Former deacon, whose son was abused by priest, excommunicated by Diocese of Lafayette


Scott Peyton, a former deacon whose son was molested by a priest he served alongside in St. Landry Parish, has been excommunicated by Lafayette Bishop J. Douglas Deshotel.

By Jim Hummel

Scott Peyton, a former deacon whose son was molested by a priest he served alongside in St. Landry Parish, has been excommunicated by Lafayette Bishop J. Douglas Deshotel.

Peyton served as a deacon in the diocese until December 2023. That’s when he resigned citing “distressing revelations regarding sexual abuse scandals involving members of the clergy.”

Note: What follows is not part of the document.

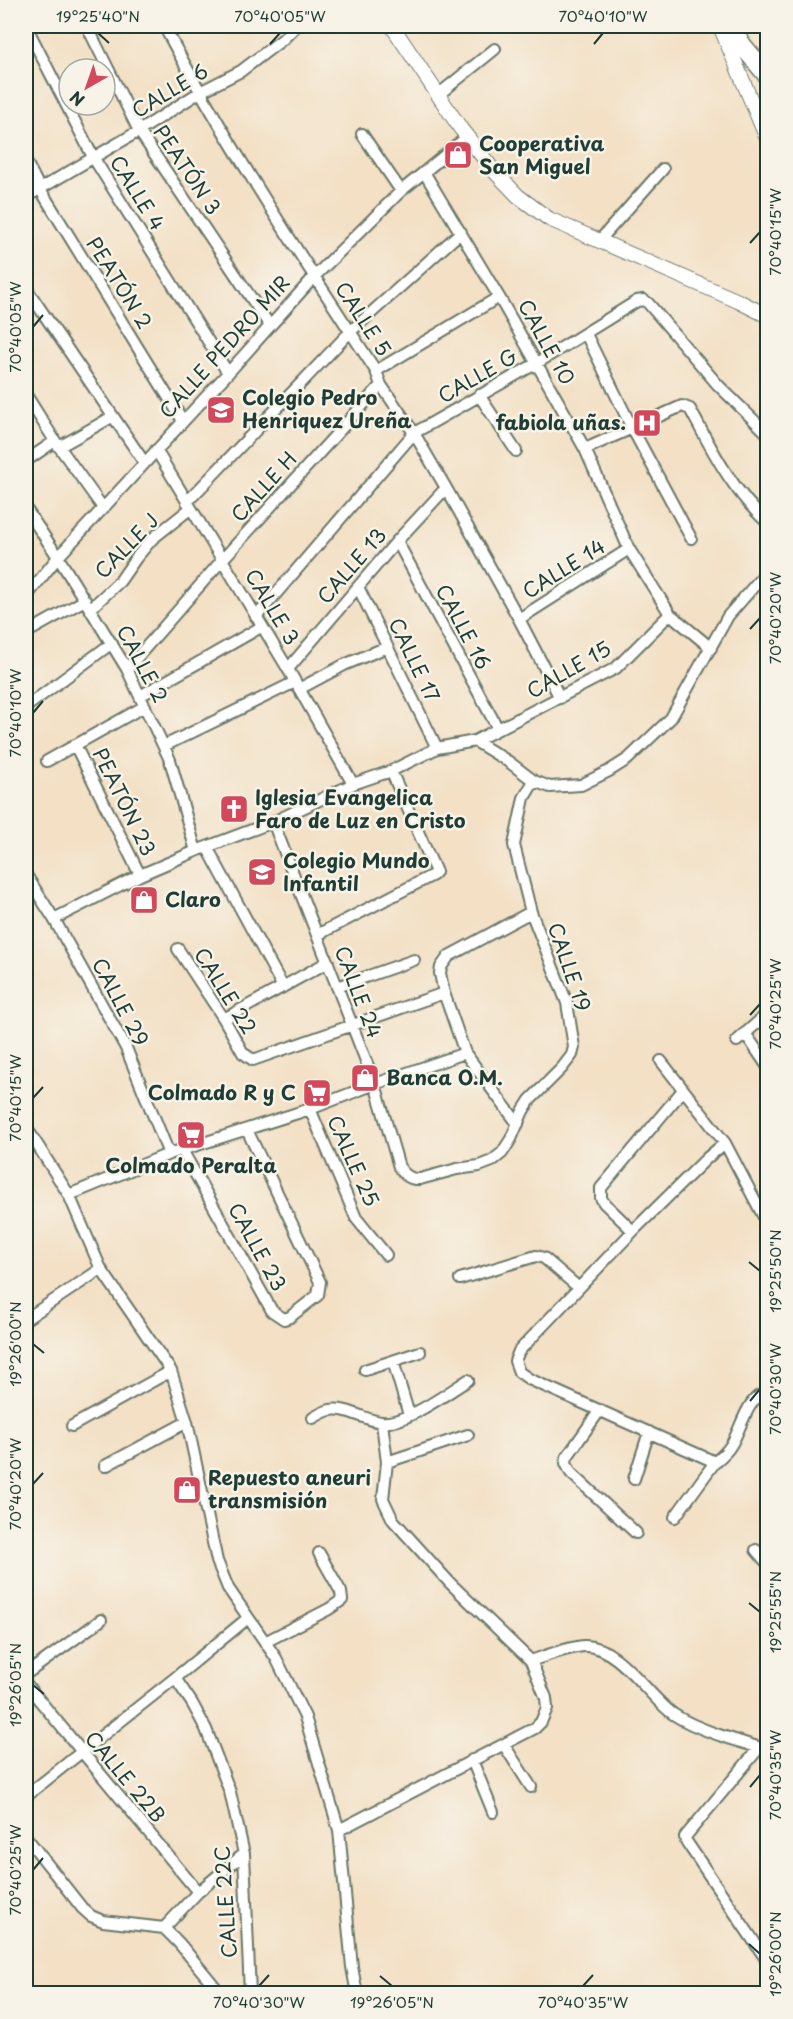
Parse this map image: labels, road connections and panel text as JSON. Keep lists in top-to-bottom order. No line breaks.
{"streets":{"street":["CALLE 6","PEATÓN 3","CALLE 4","PEATÓN 2","CALLE 5","CALLE 10","CALLE PEDRO MIR","CALLE G","CALLE H","CALLE J","CALLE 13","CALLE 14","CALLE 3","CALLE 16","CALLE 17","CALLE 2","CALLE 15","PEATÓN 23","CALLE 19","CALLE 22","CALLE 24","CALLE 29","CALLE 25","CALLE 23","CALLE 22B","CALLE 22C"]},"crossings":[["CALLE 6","PEATÓN 3"],["CALLE 6","CALLE 4"],["CALLE 6","PEATÓN 2"],["CALLE 6","CALLE 5"],["PEATÓN 3","CALLE PEDRO MIR"],["CALLE 4","CALLE PEDRO MIR"],["PEATÓN 2","CALLE PEDRO MIR"],["CALLE 5","CALLE PEDRO MIR"],["CALLE 5","CALLE G"],["CALLE 5","CALLE H"],["CALLE 5","CALLE J"],["CALLE 5","CALLE 13"],["CALLE 5","CALLE 14"],["CALLE 5","CALLE 15"],["CALLE 10","CALLE PEDRO MIR"],["CALLE 10","CALLE G"],["CALLE 10","CALLE J"],["CALLE 10","CALLE 14"],["CALLE 10","CALLE 15"],["CALLE PEDRO MIR","CALLE 3"],["CALLE PEDRO MIR","CALLE 2"],["CALLE G","CALLE 3"],["CALLE G","CALLE 2"],["CALLE G","PEATÓN 23"],["CALLE H","CALLE 3"],["CALLE H","CALLE 2"],["CALLE J","CALLE 3"],["CALLE J","CALLE 2"],["CALLE 13","CALLE 3"],["CALLE 13","CALLE 16"],["CALLE 13","CALLE 17"],["CALLE 3","CALLE 15"],["CALLE 16","CALLE 15"],["CALLE 17","CALLE 15"],["CALLE 2","CALLE 15"],["CALLE 15","PEATÓN 23"],["CALLE 15","CALLE 24"],["CALLE 15","CALLE 29"],["CALLE 19","CALLE 24"],["CALLE 22","CALLE 24"]],"places":{"shop":["Cooperativa San Miguel","Claro","Banca O.M.","Repuesto aneuri transmisión"],"school or university":["Colegio Pedro Henriquez Ureña","Colegio Mundo Infantil"],"hospital":["fabiola uñas."],"church":["Iglesia Evangelica Faro de Luz en Cristo"],"supermarket":["Colmado R y C","Colmado Peralta"]},"north":"bottom left","coordinates":["19°25'40\"N","70°40'05\"W","70°40'10\"W","70°40'15\"W","70°40'20\"W","70°40'25\"W","19°25'50\"N","19°26'00\"N","70°40'30\"W","19°25'55\"N","19°26'05\"N","70°40'35\"W"]}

“The magnitude of these revelations has deeply shaken my faith and trust in the institution to which I have dedicated a significant portion of my life,” Peyton wrote in his resignation letter to Bishop Deshotel. “This decision is not a rejection of my faith in God or my commitment to living a life guided by Christian principles. Instead, it reflects a conscientious objection to the way the Church has handled cases of sexual abuse, and a desire to distance myself from an institution that, currently, falls short of the values it professes.”

In 2019, Father Michael Guidry was sentenced to seven years in prison after pleading guilty to molesting Peyton’s teenage son. Peyton and Guidry served together at St. Peter’s Church in Morrow. The family settled a civil lawsuit against the diocese in 2021.

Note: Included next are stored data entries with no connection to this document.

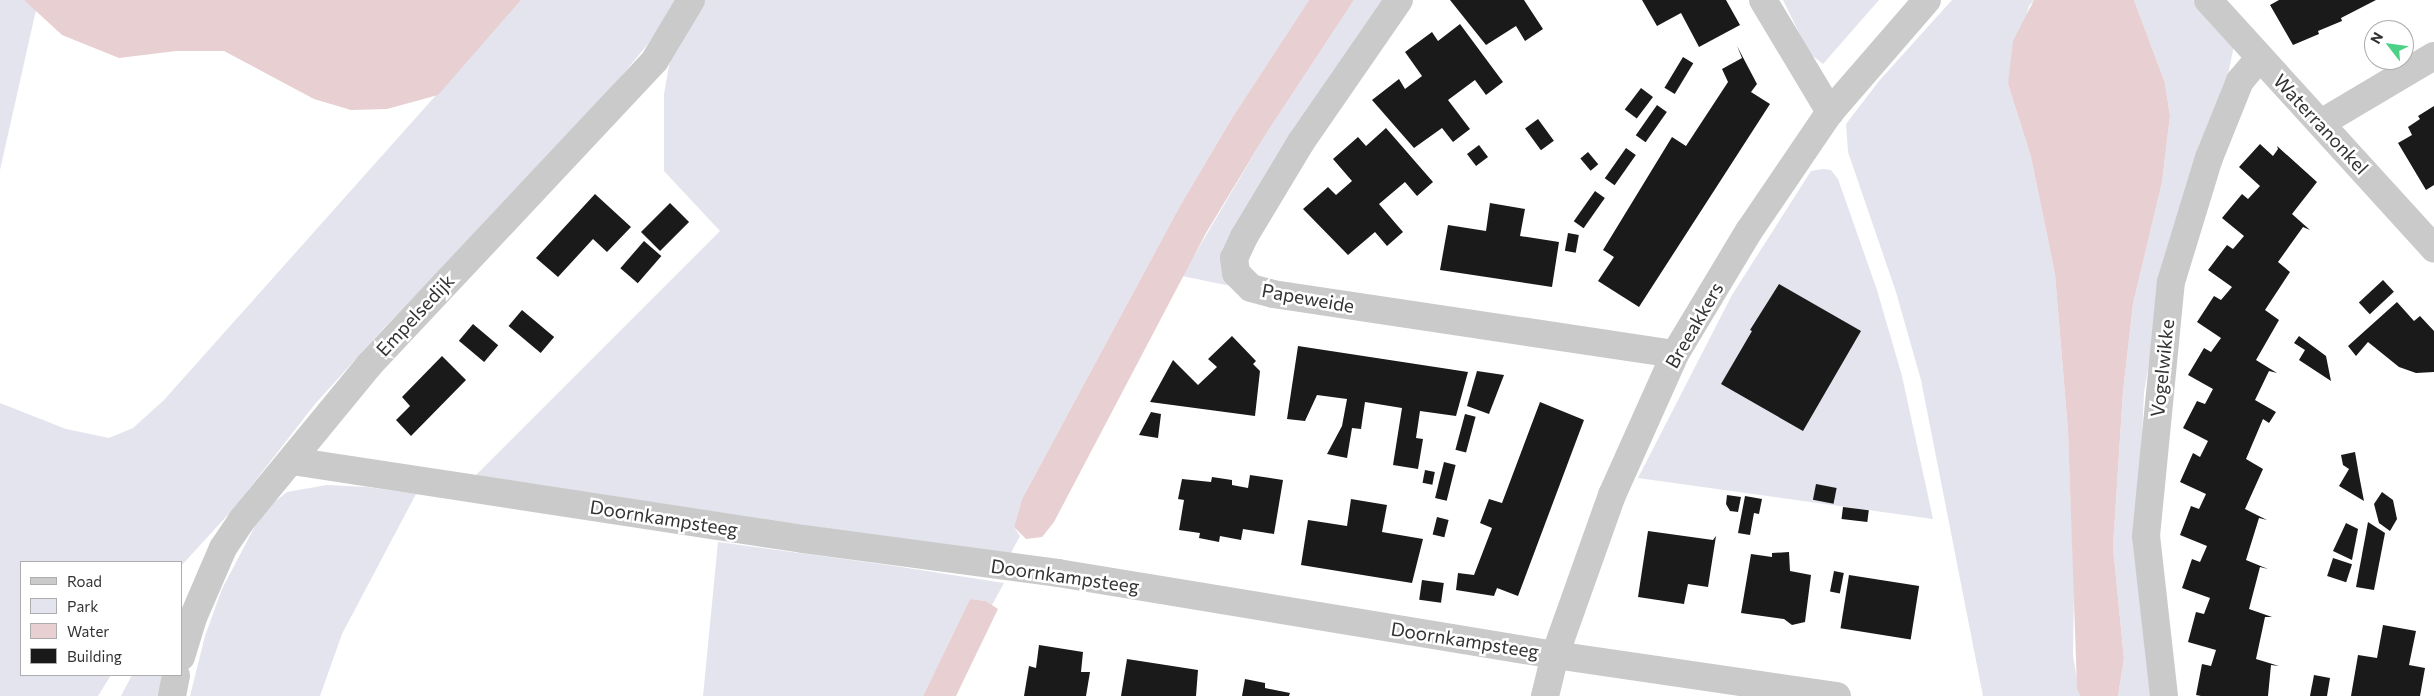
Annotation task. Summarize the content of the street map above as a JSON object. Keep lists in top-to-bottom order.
{
  "streets": {
    "street": [
      "Waterranonkel",
      "Papeweide",
      "Empelsedijk",
      "Breeakkers",
      "Vogelwikke",
      "Doornkampsteeg"
    ]
  },
  "crossings": [
    ["Waterranonkel", "Vogelwikke"],
    ["Papeweide", "Breeakkers"],
    ["Empelsedijk", "Doornkampsteeg"],
    ["Breeakkers", "Doornkampsteeg"]
  ],
  "legend": [
    "Road",
    "Park",
    "Water",
    "Building"
  ],
  "north": "top left"
}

Bishop Deshotel wrote to Peyton following his resignation.

“I was sad to receive your email deciding to leave the Church and cease to exercise your vocation as Deacon,” wrote Bishop Deshotel in an email provided by Peyton to News 15. “I will remember you in my prayers and masses that you be open to the gift of faith in the Catholic Church founded by Jesus Christ and built on the Apostles. Sacramentally you are a Deacon though you choose not to exercise your ministry.”

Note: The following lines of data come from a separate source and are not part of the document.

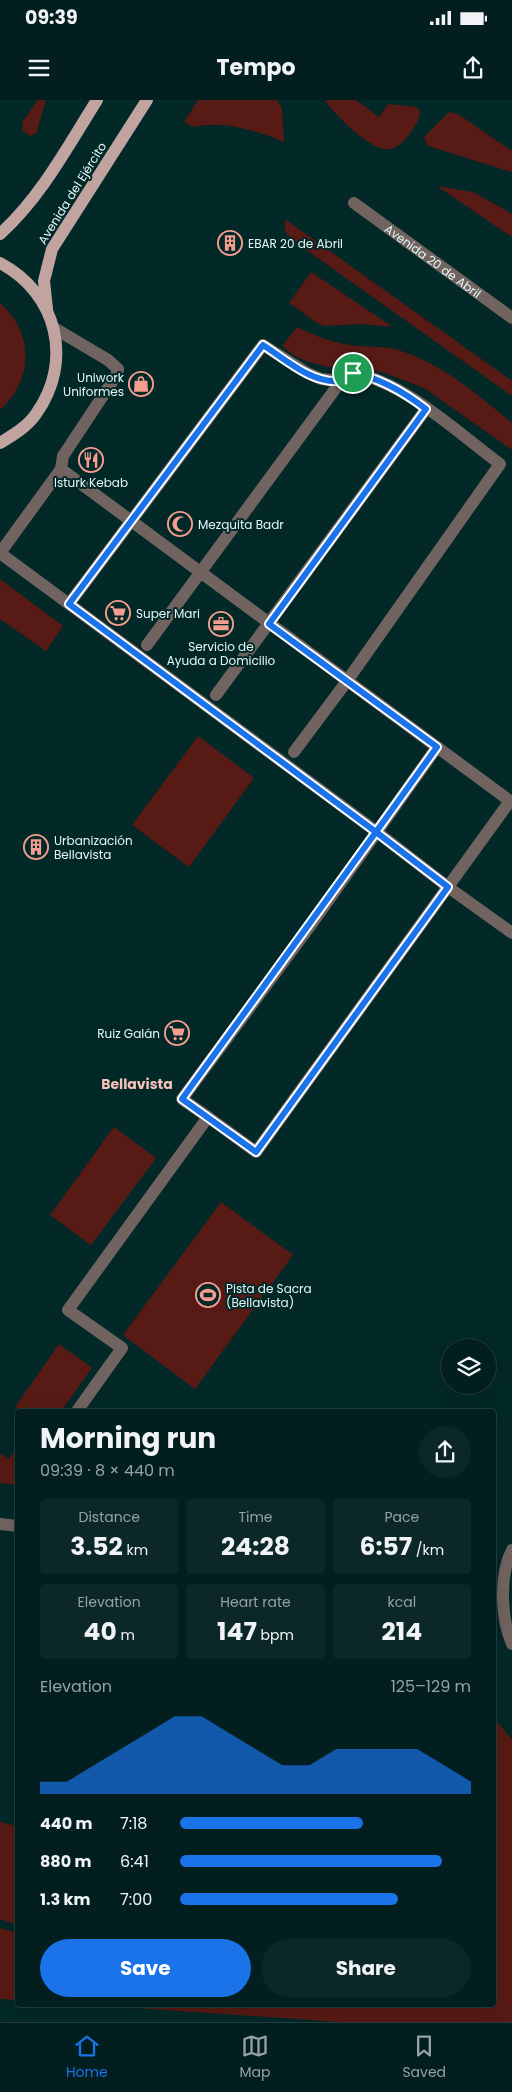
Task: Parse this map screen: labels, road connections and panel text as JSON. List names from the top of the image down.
{
  "streets": {
    "main road": ["Avenida del Ejército"],
    "street": ["Avenida 20 de Abril"]
  },
  "districts": ["Bellavista"],
  "places": {
    "building": ["EBAR 20 de Abril", "Urbanización Bellavista"],
    "shop": ["Uniwork Uniformes"],
    "restaurant": ["Isturk Kebab"],
    "mosque": ["Mezquita Badr"],
    "supermarket": ["Super Mari", "Ruiz Galán"],
    "office": ["Servicio de Ayuda a Domicilio"],
    "sports": ["Pista de Sacra (Bellavista)"]
  },
  "page": {
    "status": "09:39",
    "header": "Tempo",
    "heading": ["Morning run", "09:39 · 8 × 440 m"],
    "stats": [
      ["Distance", "3.52 km"],
      ["Time", "24:28"],
      ["Pace", "6:57 /km"],
      ["Elevation", "40 m"],
      ["Heart rate", "147 bpm"],
      ["kcal", "214"]
    ],
    "chart": ["Elevation", "125–129 m"],
    "list": [
      {
        "name": "440 m",
        "note": "7:18"
      },
      {
        "name": "880 m",
        "note": "6:41"
      },
      {
        "name": "1.3 km",
        "note": "7:00"
      }
    ],
    "buttons": ["Save", "Share"],
    "tabs": ["Home", "Map", "Saved"]
  }
}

But this week, months after he resigned, Peyton received a decree from Bishop Deshotel stating that he had been excommunicated from the church.

Bishop J. Douglas Deshotel

In the letter to Peyton, Bishop Deshotel wrote:

“A bishop never wishes to communicate a censure to anyone. I am aware that your family has suffered a trauma but the answer does not lie in leaving the Most Holy Eucharist: We are not Catholics because the Church on earth is perfect but because the Lord has entrusted us to a mystery greater than ourselves, which He established as the means to our salvation. The censures of the Church are intended to be medicinal, perhaps as much for those who impose them as for those who are subject to them. It is with this objective that I mournfully must declare them.”

Peyton worries his excommunication sends a harmful message to survivors of clergy sex abuse, especially given there is no indication his son’s abuser has been excommunicated.

“If molesting a child is not grave enough to get excommunicated, but telling the bishop that I don’t agree with how he’s running the diocese and how the church is handling the sex abuse crisis, if that’s a grave sin, then I guess I’ll wear the badge of excommunication as an honor. I think the hypocrisy in this excommunication speaks volumes of the leadership of Bishop Deshotel. I think he should resign his leadership and those that are running this diocese behind the scenes should step down along with him,” explained Peyton.